Fasting / Holy Habits

The Discipline of Fasting

Is fasting part of your spiritual practice?

Verse of the Day

“So we fasted and earnestly prayed that our God would take care of us, and he heard our prayer.”

Ezra 8:23

Today’s Devotional

Let me start by answering the question I posed at the top: Is fasting part of your spiritual practice?  My answer was a resounding, “NO.”  I have always told myself (and quite convincingly) that I was unable to fast because of my tendency to get headaches when I don’t eat.  But recently our church asked the whole church body to participate in a weekend fast during a weekend of renewal.  No guidelines or rules were given.  It didn’t have to be a food fast.  We were just asked to give something up in order to more fully focus on God.  I’ll tell you my experiences with that weekend in a couple days. 

If you remember, I set out to practice a new spiritual discipline each month based on the 12 disciplines from Richard Foster’s book Celebration of Discipline.  Today is the beginning of the third month, and the third discipline is fasting.  I will fully admit that when I flipped open the book again, my heart sank a little at the thought of fasting.  I am fully human, and the thought of giving up food did not excite me…until I started studying it a bit more. Now I’m intrigued.  

Let’s start by talking about what fasting is.  Richard Foster says, “In Scripture, the normal means of fasting involves abstaining from all food, solid or liquid, but not from water. In most cases fasting is a private matter between the individual and God.”  So, fasting is not eating and choosing to focus on God while our body is being deprived of something it needs or wants.

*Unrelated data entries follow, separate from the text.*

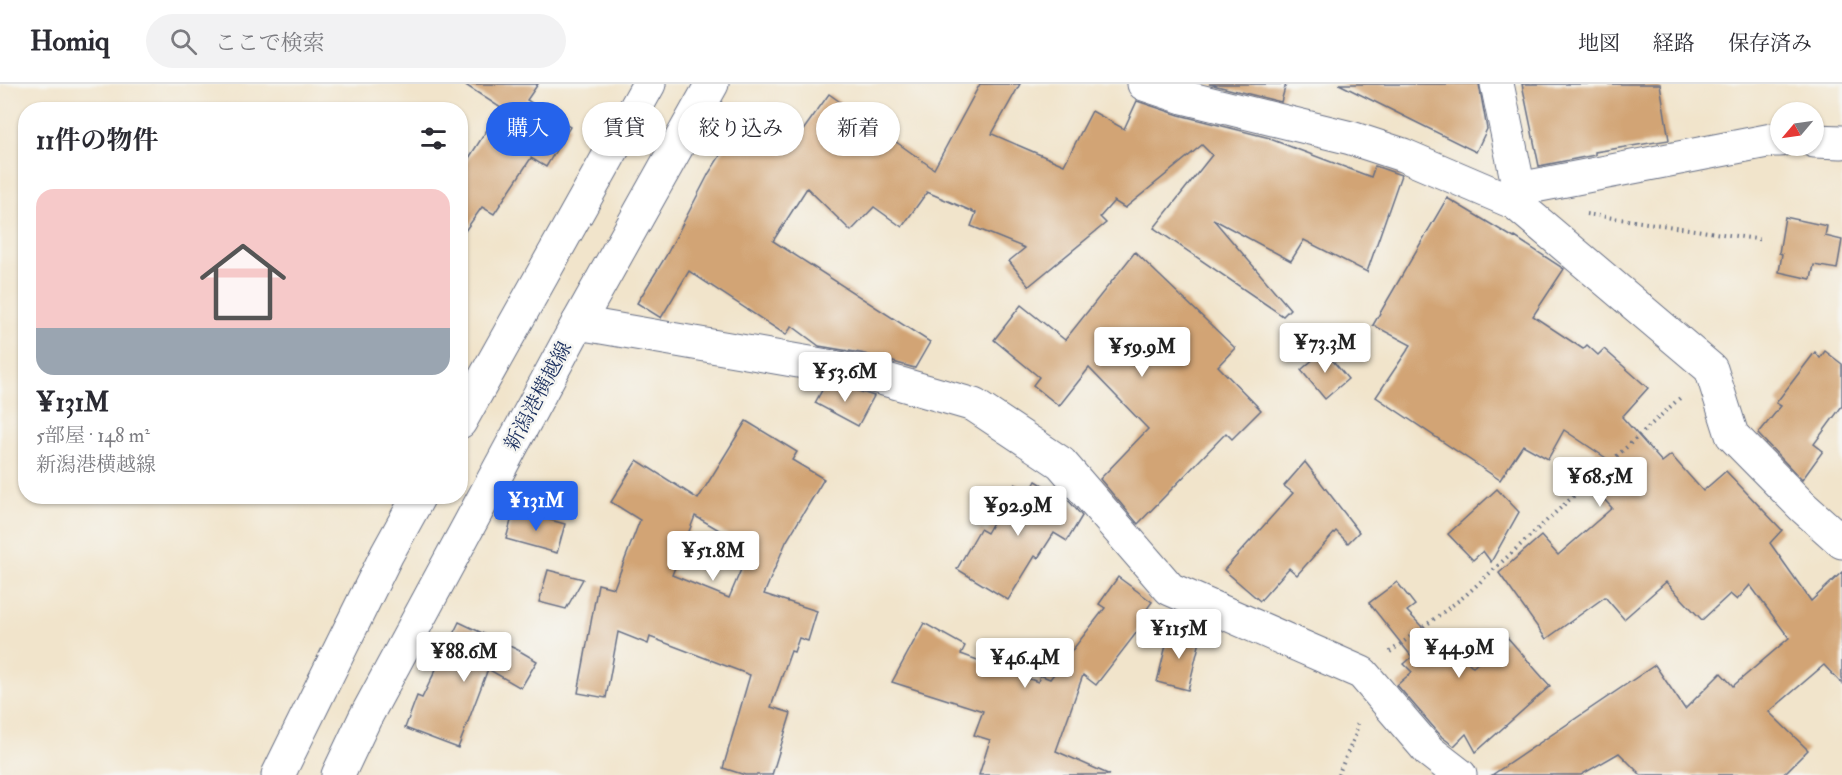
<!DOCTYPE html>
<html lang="ja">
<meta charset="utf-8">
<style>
body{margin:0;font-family:"IM FELL Double Pica","Noto Serif JP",serif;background:#f2f2f3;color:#2b2b33;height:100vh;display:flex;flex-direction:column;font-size:22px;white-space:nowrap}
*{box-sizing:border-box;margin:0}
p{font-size:20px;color:#7c7c81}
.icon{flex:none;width:33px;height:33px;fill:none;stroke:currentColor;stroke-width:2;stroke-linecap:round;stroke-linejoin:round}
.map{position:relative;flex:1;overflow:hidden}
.sheet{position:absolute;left:18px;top:18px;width:450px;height:402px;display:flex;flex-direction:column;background:#fff;border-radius:24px;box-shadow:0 2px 4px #0004}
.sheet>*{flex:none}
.hud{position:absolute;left:486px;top:18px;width:570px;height:54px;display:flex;gap:12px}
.needle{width:39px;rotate:241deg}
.controls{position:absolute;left:1770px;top:18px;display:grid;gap:12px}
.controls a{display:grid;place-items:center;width:54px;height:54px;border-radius:50%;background:#fff;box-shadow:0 2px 4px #0004;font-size:30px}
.price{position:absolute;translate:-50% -51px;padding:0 14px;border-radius:6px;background:#fff;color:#222;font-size:20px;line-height:39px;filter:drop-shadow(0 2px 3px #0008)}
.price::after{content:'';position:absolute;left:50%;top:36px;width:18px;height:14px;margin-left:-9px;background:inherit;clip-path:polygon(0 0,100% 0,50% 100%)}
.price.active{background:#2563eb;color:#fff}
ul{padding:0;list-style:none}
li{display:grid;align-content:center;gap:12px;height:318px;padding:0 18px}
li+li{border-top:2px solid #e1e1e2}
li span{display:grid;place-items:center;height:186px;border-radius:18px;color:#555}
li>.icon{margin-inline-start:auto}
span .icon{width:108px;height:108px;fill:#fffc;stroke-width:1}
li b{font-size:26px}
h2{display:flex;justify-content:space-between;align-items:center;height:72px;padding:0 18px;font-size:26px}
.tag{padding:0 21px;border-radius:27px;background:#fff;box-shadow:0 2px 4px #0004;font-size:21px;line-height:54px}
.tag.active{background:#2563eb;color:#fff}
header{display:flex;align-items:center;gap:36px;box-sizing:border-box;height:84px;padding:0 30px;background:#fff;border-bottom:2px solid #e1e1e2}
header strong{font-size:28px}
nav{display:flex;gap:33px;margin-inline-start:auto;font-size:21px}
.search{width:420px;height:54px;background:#f2f2f3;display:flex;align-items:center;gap:15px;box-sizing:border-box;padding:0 21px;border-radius:33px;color:#7c7c81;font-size:22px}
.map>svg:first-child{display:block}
.building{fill:#d2a475;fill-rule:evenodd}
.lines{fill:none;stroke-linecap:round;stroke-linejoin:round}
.minor-casing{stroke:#666e84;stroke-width:35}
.primary-casing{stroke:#666e84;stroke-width:35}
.path{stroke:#666e84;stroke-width:4;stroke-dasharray:1.5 4.5;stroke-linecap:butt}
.minor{stroke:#fff;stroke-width:33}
.primary{stroke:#fff;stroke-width:33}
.labels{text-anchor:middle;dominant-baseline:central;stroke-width:5;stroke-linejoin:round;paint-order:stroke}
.street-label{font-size:20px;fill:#1b2f5e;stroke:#f6f6f2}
</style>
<header>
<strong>Homiq</strong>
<div class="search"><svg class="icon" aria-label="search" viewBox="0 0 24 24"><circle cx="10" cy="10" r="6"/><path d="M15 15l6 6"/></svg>ここで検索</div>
<nav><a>地図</a><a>経路</a><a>保存済み</a></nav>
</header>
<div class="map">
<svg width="1842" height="691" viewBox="0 0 1842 691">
<rect width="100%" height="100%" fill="#f6f6f2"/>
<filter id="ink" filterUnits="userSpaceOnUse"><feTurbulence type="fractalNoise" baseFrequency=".0167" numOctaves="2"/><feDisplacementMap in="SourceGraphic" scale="12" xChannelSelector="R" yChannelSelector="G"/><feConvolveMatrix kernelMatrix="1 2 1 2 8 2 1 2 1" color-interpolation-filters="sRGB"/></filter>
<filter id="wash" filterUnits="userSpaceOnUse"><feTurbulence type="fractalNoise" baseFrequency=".008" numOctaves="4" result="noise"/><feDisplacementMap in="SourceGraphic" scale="24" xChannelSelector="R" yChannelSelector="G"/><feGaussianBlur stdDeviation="1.35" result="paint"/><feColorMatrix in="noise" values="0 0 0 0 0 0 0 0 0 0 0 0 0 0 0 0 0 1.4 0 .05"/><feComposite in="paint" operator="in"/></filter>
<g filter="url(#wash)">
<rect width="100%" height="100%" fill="#f1e4cb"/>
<g id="blocks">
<g class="building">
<polygon points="464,0 538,0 527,16 570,43 546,83 531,74 494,130 482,123 460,154 460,88 501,24"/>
<polygon points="980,0 1020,0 992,50 1064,81 1092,27 1124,45 1137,17 1179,31 1270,54 1270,55 1371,93 1375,82 1401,91 1367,188 1304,156 1291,177 1213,135 1290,225 1283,232 1154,144 1212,71 1202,61 1125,124 1114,117 1100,133 1106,139 1029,202 1009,177 1025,164 971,142 976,129 927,108 902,143 874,123 851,147 807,104 773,157 930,258 915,284 861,269 819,262 792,242 786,251 689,187 661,234 637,219 666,172 709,89 752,21 799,52 829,10 934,85"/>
<polygon points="1209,0 1286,0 1281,18"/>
<polygon points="1339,0 1479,0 1487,45 1476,68"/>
<polygon points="1522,0 1660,0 1669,56 1595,68 1595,71 1539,82"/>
<polygon points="1447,114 1514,154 1515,153 1564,185 1533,232 1583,265 1587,261 1598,271 1604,265 1648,304 1622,333 1662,378 1671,371 1703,407 1726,387 1782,446 1770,459 1811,517 1842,488 1842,600 1824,581 1769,628 1808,666 1783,691 1641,691 1619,669 1581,691 1492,691 1655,581 1685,625 1721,589 1733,602 1789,554 1750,501 1737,516 1730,510 1702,536 1666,498 1624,535 1605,513 1546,555 1499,489 1541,452 1558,471 1612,424 1603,414 1612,407 1605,398 1621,384 1564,346 1548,375 1523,361 1500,396 1376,313 1411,261 1373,241"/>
<polygon points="1785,133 1827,142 1825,152 1842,156 1837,185 1814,181 1811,195 1779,188 1782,170 1779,169"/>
<polygon points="1135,168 1235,264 1218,282 1261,326 1232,355 1226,349 1138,440 1100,395 1148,345 1089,284 1059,322 1033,301 1039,293 994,256 1021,221 1065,256"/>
<polygon points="1324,266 1348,295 1325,315 1301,286"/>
<polygon points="1825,267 1842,280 1842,322 1814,360 1823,367 1802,396 1758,350 1781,322 1776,319 1815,268 1820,274"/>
<polygon points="825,301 852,305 874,312 858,342 815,319"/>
<path d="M746,337l51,31 -5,8 32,19 -38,63 -22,52 53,17 -9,30 -9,-3 -5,14 -3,-1 -20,56 20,6 -19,62h-27l-22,-7 27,-93 -100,-38 -2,7 -30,-12 -12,66 -28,-5 20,-109 16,4 26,-68 -29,-18 26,-42 61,39zM695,432l55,32 -21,50 -57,-23z"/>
<polygon points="1305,378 1359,448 1348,459 1336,447 1297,491 1289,484 1260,517 1224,486 1293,409 1284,402"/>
<polygon points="1036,397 1069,417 1082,432 1067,457 1054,449 1038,474 1035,472 1008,516 957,485 980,445 987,449 1015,400 1030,408"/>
<polygon points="1497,405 1519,428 1491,478 1483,467 1473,476 1448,450"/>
<polygon points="514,426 565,440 557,469 506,455"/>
<polygon points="548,486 583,495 566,525 539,518"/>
<polygon points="1118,493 1152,518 1138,537 1144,539 1096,601 1083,591 1056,667 1110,691 979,691 990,656 974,651 983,627 892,598 924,539 965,562 961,570 1038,598 1040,591 1050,595 1105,524 1099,520"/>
<polygon points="1397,498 1415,521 1407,527 1457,580 1463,573 1473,583 1508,554 1550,602 1476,668 1466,650 1454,662 1442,653 1397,601 1412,588 1404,580 1412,573 1369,519"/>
<polygon points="459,538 518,566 537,577 521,604 488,585 458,664 405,644 417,612 422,614"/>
<polygon points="1170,545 1201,553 1188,606 1157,598"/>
</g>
</g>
</g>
<g filter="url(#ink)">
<use href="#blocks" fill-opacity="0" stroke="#666e84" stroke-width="1.5"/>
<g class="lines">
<defs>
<g id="minor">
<polyline points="1144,0 1183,13 1351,54 1403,71 1515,119 1711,285 1732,351 1803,423 1842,458"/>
<polyline points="1497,0 1519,105"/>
<polyline points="1814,57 1842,58"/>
<polyline points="1515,119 1519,105 1772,56 1780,56"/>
<polyline points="578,239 856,287 974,321 1061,379 1170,505 1362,589 1429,667 1460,691"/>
</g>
<g id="primary">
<polyline points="460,338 649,0"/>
<polyline points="278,691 387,470 419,412"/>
<polyline points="338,691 365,634 578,239 712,0"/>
</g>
</defs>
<use href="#minor" class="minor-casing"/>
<use href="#primary" class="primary-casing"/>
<g class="path">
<polyline points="1586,130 1763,156"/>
<polyline points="1390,568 1466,511 1682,312"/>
<polyline points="1338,691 1356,650 1357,640"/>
</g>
<use href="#minor" class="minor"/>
<use href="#primary" class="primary"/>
</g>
</g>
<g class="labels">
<g class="street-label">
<text transform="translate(538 312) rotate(-62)">新潟港横越線</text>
</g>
</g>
</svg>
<div class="controls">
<a><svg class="needle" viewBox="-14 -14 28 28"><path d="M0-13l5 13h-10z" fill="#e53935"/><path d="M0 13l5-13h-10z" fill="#7c7c81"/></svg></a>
</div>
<b class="price" style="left:1325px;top:290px">¥73.3M</b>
<b class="price" style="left:1142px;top:294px">¥59.9M</b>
<b class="price" style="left:845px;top:319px">¥53.6M</b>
<b class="price" style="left:1600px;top:424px">¥68.5M</b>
<b class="price active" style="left:536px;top:448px">¥131M</b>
<b class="price" style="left:1018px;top:453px">¥92.9M</b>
<b class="price" style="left:713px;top:498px">¥51.8M</b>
<b class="price" style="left:1179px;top:576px">¥115M</b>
<b class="price" style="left:1459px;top:595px">¥44.9M</b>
<b class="price" style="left:464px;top:599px">¥88.6M</b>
<b class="price" style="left:1025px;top:605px">¥46.4M</b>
<div class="hud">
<a class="tag active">購入</a>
<a class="tag">賃貸</a>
<a class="tag">絞り込み</a>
<a class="tag">新着</a>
</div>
<section class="sheet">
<h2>11件の物件<svg class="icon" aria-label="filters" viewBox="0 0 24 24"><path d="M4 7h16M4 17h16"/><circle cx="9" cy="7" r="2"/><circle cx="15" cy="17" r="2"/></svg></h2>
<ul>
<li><span style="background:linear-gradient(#f6c9c9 75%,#9aa5b1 0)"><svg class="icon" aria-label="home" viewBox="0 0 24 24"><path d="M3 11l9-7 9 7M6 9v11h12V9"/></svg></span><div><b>¥131M</b><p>5部屋 · 148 m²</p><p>新潟港横越線</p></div></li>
</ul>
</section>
</div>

If any of you are anything like me, you have heard of fasting but never practiced it.  You have maybe heard of someone doing some kind of fast, but probably that was rare.  In the Bible, however, fasting was common practice.  In a very quick search, I found over forty verses that mention fasting.  Which makes me ask, “Why is this spiritual discipline not practiced widely today?”

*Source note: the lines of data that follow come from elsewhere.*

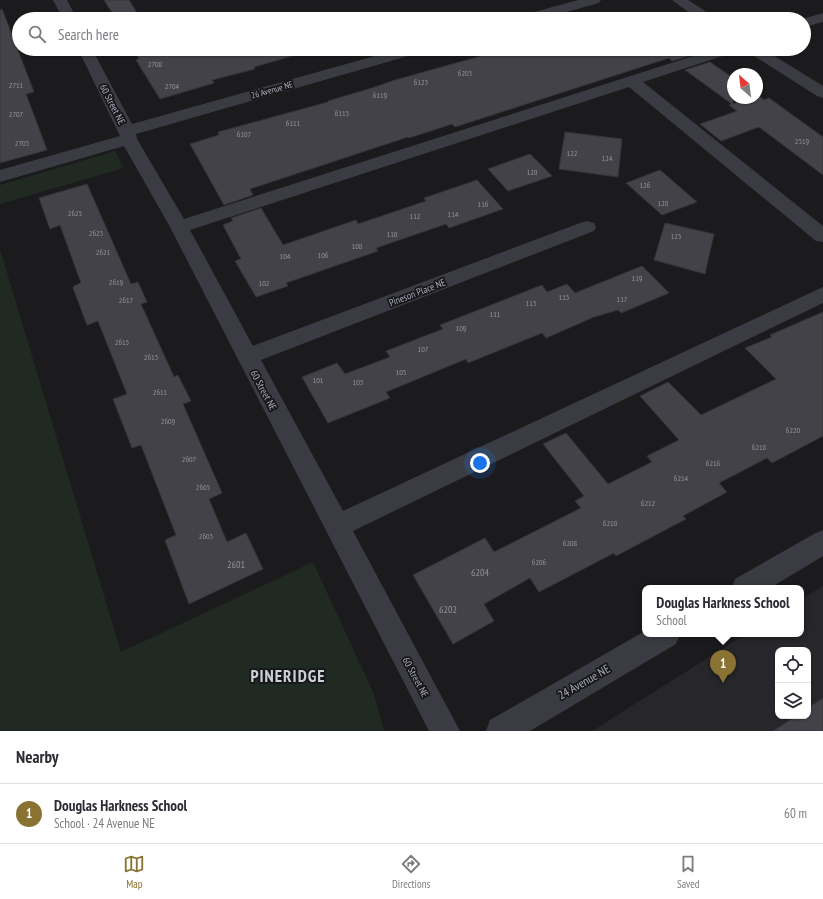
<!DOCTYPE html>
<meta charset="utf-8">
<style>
body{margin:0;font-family:"PT Sans Narrow",sans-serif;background:#f7f7f7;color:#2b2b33}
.controls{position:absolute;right:12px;bottom:12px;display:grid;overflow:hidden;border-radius:8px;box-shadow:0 1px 3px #0004}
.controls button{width:36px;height:36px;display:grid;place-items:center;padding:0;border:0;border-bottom:1px solid #e1e1e2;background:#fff;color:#2b2b33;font:20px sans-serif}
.compass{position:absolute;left:727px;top:68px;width:36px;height:36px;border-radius:50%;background:#fff;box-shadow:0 1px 3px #0004;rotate:332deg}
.you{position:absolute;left:480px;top:463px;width:14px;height:14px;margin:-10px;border:3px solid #fff;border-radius:50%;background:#1a73e8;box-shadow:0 0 0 6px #1a73e833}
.badge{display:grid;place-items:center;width:26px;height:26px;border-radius:50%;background:#8a7332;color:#fff;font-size:13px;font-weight:700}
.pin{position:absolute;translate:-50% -33px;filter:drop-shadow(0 1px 2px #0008)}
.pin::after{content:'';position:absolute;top:21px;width:14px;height:12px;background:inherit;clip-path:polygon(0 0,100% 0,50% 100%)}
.popup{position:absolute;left:642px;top:585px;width:162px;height:52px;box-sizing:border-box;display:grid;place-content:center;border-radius:8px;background:#fff;filter:drop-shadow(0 1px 3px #0005);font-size:13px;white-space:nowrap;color:#7c7c81}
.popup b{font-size:15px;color:#2b2b33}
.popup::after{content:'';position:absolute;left:50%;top:100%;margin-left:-8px;border:8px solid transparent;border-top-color:#fff}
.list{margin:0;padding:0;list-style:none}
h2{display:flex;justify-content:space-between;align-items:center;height:52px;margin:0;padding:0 16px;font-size:17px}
h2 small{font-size:13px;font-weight:400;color:#7c7c81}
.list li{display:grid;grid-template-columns:26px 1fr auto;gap:12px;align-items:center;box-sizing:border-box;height:60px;padding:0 16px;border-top:1px solid #e1e1e2}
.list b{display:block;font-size:15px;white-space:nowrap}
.list p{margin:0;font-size:13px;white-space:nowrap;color:#7c7c81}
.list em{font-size:13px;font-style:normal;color:#7c7c81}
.icon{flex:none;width:22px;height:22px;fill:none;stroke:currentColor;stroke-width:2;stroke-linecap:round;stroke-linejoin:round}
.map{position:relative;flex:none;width:823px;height:731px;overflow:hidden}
.search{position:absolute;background:#fff;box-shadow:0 1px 3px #0004;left:12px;right:12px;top:12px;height:44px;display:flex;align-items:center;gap:10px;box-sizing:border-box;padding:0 14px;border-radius:22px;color:#7c7c81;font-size:15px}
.sheet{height:112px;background:#fff}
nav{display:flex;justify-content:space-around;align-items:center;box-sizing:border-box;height:56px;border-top:1px solid #e1e1e2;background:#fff;font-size:11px;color:#7c7c81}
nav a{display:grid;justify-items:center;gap:2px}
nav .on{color:#8a7332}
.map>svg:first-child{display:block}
.built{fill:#27262a;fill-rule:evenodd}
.green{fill:#202922}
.building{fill:#424248;stroke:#353439}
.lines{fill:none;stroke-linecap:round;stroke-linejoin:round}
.minor{fill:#3b3c43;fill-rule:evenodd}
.labels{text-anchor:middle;stroke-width:3.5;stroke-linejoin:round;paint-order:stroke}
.number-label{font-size:8px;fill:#9294a0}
.far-street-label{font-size:9px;fill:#acb0be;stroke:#161518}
.street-label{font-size:10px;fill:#acb0be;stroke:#161518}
.near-number-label{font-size:10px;fill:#9294a0}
.near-street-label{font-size:12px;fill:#acb0be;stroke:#161518}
.near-district-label{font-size:17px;font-weight:bold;letter-spacing:1px;fill:#cdd0d9;stroke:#161518}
</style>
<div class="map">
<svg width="823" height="731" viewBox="0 0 823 731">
<rect width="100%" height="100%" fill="#1b1a1d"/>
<path class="built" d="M823,586v145h-231l154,-97h55v-35zM778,650h30v66h-30z"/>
<path class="green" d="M115,151l9,17 -124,36v-19z
M0,249l121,403 192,-90 61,132 10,37h-384z"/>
<path class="building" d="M104,0h25l12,19h-25z
M2,9l32,83 -8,2 21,56 -47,13v-153z
M133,49h158l1,7 -38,11 1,2 -43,11 2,3 -54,16 -24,-39 3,-1z
M500,49h192l6,4 -26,8 -3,-3 -214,69 -3,-3 -43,14 -1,-1 -158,52 3,6 -29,10 -34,-61 29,-9 -1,-3 110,-30v-1l44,-13 23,-8 97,-27 -2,-1z
M710,62l23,16v26l17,-6h7l1,-3 6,5 5,-2 54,39v38l-64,-48 -38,14 -21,-17 37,-13 -8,-6 3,-1 -47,-34z
M565,132l57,7 -4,38 -59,-8z
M530,154l22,22 -44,15 -20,-22z
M660,170l37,32 -35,13 -36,-32z
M477,180l26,29 -54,19 -3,-4 -70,24 2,3 -92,32 2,3 -32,11 -21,-36 6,-2 -18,-34 10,-4 -2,-3 30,-10 22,37 73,-25 2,4 68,-23 -2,-3z
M87,184l44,100 7,-2 9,20 -6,2 33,73 4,-2 13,26 -8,3 39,89 -13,6 18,43 19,-9 17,36 -74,35 -24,-64 11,-5 -35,-90 -9,3 -19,-49 14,-5 -29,-73 -11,4 -14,-37 1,-2 7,-3 -21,-58 -10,4 -11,-31z
M665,223l49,11 -9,40 -51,-14z
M642,266l27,27 -48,20 -3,-3 -24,7 -48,21 -4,-5 -74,30 -2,-4 -80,33 4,6 -62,25 -26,-46 35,-14 8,11 45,-17 -4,-6 57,-22 -3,-4 102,-40 5,7 20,-8 8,9z
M823,312v124l-51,27 -5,-5 -48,25 8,9 -44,24 3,3 -70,37 -2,-3 -75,39 -9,-14 -46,26 10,17 -41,23 -40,-69 72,-37 9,14 87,-44 -6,-7 9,-5 -41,-52 23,-11 42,51 44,-22 -5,-6 32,-16 -39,-44 28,-14 33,33 75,-36 -31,-31 27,-11 -2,-2z
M823,698v33h-50l23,-15h12v-8z"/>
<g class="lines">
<path class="minor" d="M53,0h14l10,19h-14z
M578,0h23l-2,3 -58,16h-23l2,-3z
M672,0h16l25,16 2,3h-17z
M823,13v9l-19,5v-8h-2z
M78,49h14l40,75 268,-75h24l-2,3 -286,82 1,5 47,80 531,-170h22l-2,3 -92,30 180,144v16l-7,-1 -187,-154 -439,143 63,116 327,-123 7,-2 7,2 2,4 -2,4 -333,129 82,151 480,-224v16l-470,228 107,200h-31l-259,-504 -46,-81 -124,36v-12l120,-34z
M746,49h17l60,37v12l-6,-2 -69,-44z
M823,530v26l-53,32h-38l3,-9 79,-45z
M645,631v3h35l-4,10 -146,87h-44l4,-11z"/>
</g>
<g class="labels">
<g class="number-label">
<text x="155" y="67">2708</text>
<text x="465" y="76">6203</text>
<text x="421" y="85">6123</text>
<text x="16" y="88">2711</text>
<text x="172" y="89">2704</text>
<text x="380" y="98">6119</text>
<text x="342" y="116">6115</text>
<text x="16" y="117">2707</text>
<text x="293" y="126">6111</text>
<text x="244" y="137">6107</text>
<text x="802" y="144">2519</text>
<text x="22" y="146">2703</text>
<text x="572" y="156">122</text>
<text x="607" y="161">124</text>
<text x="532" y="175">120</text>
<text x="645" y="188">126</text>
<text x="663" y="206">128</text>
<text x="483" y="207">116</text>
<text x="75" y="216">2625</text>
<text x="453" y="217">114</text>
<text x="415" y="219">112</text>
<text x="96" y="236">2623</text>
<text x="392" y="237">110</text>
<text x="676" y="239">123</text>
<text x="357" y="249">108</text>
<text x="103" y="255">2621</text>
<text x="323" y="258">106</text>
<text x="285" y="259">104</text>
<text x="637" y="281">119</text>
<text x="116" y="285">2619</text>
<text x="264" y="286">102</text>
<text x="564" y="300">115</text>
<text x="622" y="302">117</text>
<text x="126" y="303">2617</text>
<text x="531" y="306">113</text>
<text x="495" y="317">111</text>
<text x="461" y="331">109</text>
<text x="122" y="345">2615</text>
<text x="423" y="352">107</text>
<text x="151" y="360">2613</text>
<text x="401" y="375">105</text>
<text x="318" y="383">101</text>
<text x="358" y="385">103</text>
<text x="160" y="395">2611</text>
<text x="168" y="424">2609</text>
<text x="793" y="433">6220</text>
<text x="759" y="450">6218</text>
<text x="189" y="462">2607</text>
<text x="713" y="466">6216</text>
<text x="681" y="481">6214</text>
<text x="203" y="490">2605</text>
<text x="648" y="506">6212</text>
<text x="610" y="526">6210</text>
<text x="206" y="539">2603</text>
<text x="570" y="546">6208</text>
<text x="539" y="565">6206</text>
</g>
<g class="far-street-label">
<text transform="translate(272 90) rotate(-16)" y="3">26 Avenue NE</text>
</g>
<g class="street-label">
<text transform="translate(113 104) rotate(63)" y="4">60 Street NE</text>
<text transform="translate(417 292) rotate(-21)" y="4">Pineson Place NE</text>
<text transform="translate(264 390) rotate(62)" y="4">60 Street NE</text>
<text transform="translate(416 677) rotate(62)" y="4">60 Street NE</text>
</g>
<g class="near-number-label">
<text x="236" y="568">2601</text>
<text x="480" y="576">6204</text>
<text x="448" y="613">6202</text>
</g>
<g class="near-street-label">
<text transform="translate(584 682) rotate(-30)" y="4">24 Avenue NE</text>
</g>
<g class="near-district-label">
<text x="288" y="682">PINERIDGE</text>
</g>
</g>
</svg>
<div class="controls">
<button><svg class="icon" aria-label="locate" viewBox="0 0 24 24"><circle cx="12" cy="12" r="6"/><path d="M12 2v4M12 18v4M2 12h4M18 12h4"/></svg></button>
<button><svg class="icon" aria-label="layers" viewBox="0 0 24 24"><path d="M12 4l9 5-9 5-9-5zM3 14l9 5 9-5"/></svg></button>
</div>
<svg class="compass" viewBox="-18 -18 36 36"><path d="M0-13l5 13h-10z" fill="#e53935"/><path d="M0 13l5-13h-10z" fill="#7c7c81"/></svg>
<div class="you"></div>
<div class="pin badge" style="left:723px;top:683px">1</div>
<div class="popup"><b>Douglas Harkness School</b>School</div>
<div class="search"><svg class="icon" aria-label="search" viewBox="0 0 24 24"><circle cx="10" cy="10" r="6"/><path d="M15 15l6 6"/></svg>Search here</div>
</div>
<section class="sheet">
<h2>Nearby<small></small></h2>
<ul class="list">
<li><span class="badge">1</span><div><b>Douglas Harkness School</b><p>School · 24 Avenue NE</p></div><em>60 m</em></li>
</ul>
</section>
<nav>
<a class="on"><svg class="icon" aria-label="map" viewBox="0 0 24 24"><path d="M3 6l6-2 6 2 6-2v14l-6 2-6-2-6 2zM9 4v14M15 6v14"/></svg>Map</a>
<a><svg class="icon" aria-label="directions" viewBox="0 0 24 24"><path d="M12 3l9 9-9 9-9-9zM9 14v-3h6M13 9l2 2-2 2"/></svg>Directions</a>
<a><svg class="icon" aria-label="saved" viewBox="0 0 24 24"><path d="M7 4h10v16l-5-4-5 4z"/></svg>Saved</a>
</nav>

Richard Foster says, “The constant propaganda fed us today convinces us that if we do not have three large meals each day, with several snacks in between, we are on the verge of starvation. This, coupled with the popular belief that it is a positive virtue to satisfy every human appetite, has made fasting seem obsolete.”  I often hear people referring to intermittent fasting as a means of weight loss.  But the Bible is referring to something entirely different than that. “Throughout Scripture fasting refers to abstaining from food for spiritual purposes. Biblical fasting always centers on spiritual purposes. (As opposed to a hunger strike for political purposes or dieting for physical purposes.)” 

For me, perhaps the most compelling argument for adding the practice of fasting comes from Andrew Murray when he said this: “Prayer is the one hand with which we grasp the invisible. Fasting is the other hand, the one with which we let go of the visible. In nothing are we more closely connected with the world of sense than in our need and enjoyment of food. It was with fruit that the woman and man were tempted and fell in the Garden of Eden.  It was with bread that Jesus was tempted in the wilderness.  But He triumphed with fasting.” Then later he said, “Prayer is reaching out for God and the unseen.  Fasting is letting go of everything that can be seen and touched.”

I learn best with physical pictures of spiritual truths.  And after spending the last month studying, learning, and practicing prayer, I am delighted (and a little scared) about adding a discipline that helps me reach out for more of God while I am tangibly letting go of something of this world.  Something, mind you, that I love very much.  I love food. Probably too much.  So it makes sense to purposefully let it go for periods of time in order to experience God more fully.

We are going to spend two more days looking at this discipline to see if it is something we might each add to our spiritual discipline toolbelt.  That is a decision each one of us will make for ourselves.  But it’s fascinating (to me) to learn about something I had only casual awareness of that is mentioned so frequently in the Bible.

Journal Prompts

Answer only the questions that seem relevant to you today.

What are your initial thoughts about fasting? Have you done it before? How did it go?

If the Bible mentions something many times that we do not do, what does that tell you?

Are you willing to go to any lengths to reach out for more of God?

Ask God to tell you if fasting is something you should add to your spiritual practice.